--- START ---

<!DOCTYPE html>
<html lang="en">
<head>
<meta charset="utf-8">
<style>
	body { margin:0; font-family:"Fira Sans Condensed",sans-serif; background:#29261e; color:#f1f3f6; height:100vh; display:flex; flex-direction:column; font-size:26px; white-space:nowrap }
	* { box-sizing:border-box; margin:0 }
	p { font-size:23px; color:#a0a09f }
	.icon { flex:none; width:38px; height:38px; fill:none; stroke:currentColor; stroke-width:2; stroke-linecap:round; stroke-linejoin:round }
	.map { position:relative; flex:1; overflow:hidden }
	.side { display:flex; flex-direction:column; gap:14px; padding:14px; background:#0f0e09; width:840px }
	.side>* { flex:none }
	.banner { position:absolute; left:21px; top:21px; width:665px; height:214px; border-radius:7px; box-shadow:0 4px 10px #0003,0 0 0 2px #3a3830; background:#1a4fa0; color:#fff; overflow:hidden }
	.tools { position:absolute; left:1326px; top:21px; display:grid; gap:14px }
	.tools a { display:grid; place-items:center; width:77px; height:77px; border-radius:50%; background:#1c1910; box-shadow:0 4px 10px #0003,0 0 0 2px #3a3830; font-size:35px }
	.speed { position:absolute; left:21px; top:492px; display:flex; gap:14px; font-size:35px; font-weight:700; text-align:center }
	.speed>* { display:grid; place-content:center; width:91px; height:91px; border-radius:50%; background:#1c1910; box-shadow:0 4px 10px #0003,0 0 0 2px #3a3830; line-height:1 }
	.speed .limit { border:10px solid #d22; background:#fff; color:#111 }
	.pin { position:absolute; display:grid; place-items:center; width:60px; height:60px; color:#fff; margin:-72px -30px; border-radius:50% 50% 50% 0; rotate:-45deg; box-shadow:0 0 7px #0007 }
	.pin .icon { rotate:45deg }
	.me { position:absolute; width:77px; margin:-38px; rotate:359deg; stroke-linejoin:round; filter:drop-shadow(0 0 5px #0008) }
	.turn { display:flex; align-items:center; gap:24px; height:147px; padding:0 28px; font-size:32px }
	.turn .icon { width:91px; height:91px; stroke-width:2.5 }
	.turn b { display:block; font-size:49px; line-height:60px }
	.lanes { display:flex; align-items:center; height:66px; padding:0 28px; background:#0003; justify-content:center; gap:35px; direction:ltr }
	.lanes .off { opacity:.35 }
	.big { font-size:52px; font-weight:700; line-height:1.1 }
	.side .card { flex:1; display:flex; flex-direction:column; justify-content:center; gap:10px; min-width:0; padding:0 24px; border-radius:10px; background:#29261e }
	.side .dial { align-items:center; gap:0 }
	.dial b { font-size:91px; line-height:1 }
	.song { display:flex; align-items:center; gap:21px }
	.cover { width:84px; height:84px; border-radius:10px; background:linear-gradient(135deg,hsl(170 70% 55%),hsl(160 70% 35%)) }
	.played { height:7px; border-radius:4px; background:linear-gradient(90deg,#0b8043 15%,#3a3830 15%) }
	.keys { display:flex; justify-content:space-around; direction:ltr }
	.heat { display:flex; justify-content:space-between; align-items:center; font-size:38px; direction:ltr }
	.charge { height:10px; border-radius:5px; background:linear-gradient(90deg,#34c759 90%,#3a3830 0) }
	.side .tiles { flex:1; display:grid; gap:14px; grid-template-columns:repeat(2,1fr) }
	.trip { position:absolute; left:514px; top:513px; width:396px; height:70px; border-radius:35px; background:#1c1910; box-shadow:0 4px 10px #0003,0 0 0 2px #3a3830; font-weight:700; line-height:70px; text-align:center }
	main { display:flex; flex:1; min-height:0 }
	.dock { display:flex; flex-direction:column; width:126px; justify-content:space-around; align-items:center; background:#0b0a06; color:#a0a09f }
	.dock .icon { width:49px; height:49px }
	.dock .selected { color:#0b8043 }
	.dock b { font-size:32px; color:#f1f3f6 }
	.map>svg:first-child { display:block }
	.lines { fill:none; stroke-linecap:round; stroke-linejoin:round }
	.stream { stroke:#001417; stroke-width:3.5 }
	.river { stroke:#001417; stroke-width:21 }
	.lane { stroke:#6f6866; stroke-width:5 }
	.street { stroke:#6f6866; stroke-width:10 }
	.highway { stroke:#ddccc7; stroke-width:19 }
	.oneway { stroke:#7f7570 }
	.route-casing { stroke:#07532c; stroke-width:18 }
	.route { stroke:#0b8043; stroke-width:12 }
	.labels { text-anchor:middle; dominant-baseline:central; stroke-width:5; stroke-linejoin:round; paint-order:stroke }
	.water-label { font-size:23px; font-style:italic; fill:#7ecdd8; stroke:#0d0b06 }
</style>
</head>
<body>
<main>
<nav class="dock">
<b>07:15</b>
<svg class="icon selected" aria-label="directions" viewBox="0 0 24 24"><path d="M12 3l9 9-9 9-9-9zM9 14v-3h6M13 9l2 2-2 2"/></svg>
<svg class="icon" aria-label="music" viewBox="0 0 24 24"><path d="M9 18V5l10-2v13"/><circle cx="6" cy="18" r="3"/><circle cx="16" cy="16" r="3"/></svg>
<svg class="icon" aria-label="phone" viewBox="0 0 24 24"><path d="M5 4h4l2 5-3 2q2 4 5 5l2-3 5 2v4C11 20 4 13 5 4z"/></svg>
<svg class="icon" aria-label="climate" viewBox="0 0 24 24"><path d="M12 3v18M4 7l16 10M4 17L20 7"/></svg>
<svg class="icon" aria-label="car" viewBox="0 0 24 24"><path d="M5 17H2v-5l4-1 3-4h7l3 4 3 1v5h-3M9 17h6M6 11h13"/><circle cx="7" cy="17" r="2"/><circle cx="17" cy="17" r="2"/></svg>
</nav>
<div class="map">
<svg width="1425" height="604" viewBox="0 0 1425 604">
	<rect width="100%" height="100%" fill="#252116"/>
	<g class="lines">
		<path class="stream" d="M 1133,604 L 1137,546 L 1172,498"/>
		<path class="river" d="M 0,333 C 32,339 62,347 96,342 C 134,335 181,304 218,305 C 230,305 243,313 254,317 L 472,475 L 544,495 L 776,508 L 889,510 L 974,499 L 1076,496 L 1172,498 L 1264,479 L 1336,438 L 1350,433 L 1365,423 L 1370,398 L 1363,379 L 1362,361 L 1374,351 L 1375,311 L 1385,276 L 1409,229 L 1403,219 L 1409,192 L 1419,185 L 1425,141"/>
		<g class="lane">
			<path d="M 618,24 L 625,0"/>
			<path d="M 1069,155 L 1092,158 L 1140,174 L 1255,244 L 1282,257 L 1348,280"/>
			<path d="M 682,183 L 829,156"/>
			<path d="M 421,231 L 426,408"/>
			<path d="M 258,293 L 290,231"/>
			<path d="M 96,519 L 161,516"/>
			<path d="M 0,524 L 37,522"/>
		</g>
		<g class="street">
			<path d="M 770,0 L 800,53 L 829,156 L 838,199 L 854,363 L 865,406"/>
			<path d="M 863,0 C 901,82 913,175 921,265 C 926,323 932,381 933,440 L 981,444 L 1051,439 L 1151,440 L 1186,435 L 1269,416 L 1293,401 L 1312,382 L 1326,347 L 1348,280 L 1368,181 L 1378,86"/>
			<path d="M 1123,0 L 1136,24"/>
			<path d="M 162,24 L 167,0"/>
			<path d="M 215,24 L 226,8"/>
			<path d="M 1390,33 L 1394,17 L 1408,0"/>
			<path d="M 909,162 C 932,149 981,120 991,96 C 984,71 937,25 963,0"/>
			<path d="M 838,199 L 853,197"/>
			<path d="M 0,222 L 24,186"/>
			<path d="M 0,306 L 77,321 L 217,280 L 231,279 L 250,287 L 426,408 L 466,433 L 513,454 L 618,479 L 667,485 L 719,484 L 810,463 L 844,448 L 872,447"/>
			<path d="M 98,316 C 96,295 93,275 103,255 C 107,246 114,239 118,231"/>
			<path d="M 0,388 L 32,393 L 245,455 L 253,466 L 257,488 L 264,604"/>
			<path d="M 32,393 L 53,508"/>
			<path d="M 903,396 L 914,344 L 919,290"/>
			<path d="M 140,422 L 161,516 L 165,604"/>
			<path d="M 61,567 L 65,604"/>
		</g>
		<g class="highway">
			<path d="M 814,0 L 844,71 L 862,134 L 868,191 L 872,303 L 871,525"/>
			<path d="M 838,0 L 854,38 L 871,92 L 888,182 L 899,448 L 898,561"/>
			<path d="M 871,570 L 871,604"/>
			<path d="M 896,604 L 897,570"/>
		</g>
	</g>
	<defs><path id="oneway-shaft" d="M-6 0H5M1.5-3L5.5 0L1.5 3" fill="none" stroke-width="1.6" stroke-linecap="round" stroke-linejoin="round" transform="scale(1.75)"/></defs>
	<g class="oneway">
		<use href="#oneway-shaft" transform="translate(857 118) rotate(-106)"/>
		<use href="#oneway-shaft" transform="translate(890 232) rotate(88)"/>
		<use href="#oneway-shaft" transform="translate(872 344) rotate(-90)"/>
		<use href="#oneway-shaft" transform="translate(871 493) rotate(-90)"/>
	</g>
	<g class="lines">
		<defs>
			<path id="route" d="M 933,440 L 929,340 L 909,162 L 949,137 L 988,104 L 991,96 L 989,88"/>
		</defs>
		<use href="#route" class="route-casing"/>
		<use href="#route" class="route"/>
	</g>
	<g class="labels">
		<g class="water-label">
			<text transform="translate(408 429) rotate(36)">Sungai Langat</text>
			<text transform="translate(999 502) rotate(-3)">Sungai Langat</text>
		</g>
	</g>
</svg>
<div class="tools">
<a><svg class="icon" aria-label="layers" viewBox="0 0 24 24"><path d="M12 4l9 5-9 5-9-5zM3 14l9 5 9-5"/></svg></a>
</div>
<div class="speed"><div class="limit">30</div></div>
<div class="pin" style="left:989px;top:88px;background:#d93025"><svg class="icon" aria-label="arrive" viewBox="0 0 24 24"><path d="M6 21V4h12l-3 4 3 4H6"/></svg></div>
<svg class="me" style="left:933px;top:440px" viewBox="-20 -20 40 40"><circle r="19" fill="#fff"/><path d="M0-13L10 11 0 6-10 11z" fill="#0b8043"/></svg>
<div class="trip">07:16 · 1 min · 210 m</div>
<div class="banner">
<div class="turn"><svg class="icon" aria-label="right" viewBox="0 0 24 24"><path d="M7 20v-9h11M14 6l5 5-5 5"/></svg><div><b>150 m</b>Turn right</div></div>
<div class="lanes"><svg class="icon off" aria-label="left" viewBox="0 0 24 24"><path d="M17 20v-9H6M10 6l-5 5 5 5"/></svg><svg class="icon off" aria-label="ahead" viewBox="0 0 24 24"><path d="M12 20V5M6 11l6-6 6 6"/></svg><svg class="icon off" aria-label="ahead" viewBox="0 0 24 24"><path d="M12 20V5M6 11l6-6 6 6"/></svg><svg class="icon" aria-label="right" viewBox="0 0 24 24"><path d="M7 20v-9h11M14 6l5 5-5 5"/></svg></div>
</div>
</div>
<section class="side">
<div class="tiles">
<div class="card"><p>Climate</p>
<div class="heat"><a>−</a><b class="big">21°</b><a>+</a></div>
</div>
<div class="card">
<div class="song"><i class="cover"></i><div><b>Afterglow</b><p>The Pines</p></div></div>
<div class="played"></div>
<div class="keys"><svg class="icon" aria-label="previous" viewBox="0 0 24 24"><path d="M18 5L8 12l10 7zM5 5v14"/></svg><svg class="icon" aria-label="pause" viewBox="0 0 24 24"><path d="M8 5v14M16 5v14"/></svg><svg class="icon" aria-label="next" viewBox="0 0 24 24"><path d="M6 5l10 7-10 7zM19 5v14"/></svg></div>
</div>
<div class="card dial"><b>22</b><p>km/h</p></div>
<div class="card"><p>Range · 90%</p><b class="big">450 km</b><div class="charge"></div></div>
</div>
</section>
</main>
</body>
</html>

--- END ---

** Exercise aim **
Copy each line above where "hidden" appears.

** Output **
	.map { position:relative; flex:1; overflow:hidden }
	.banner { position:absolute; left:21px; top:21px; width:665px; height:214px; border-radius:7px; box-shadow:0 4px 10px #0003,0 0 0 2px #3a3830; background:#1a4fa0; color:#fff; overflow:hidden }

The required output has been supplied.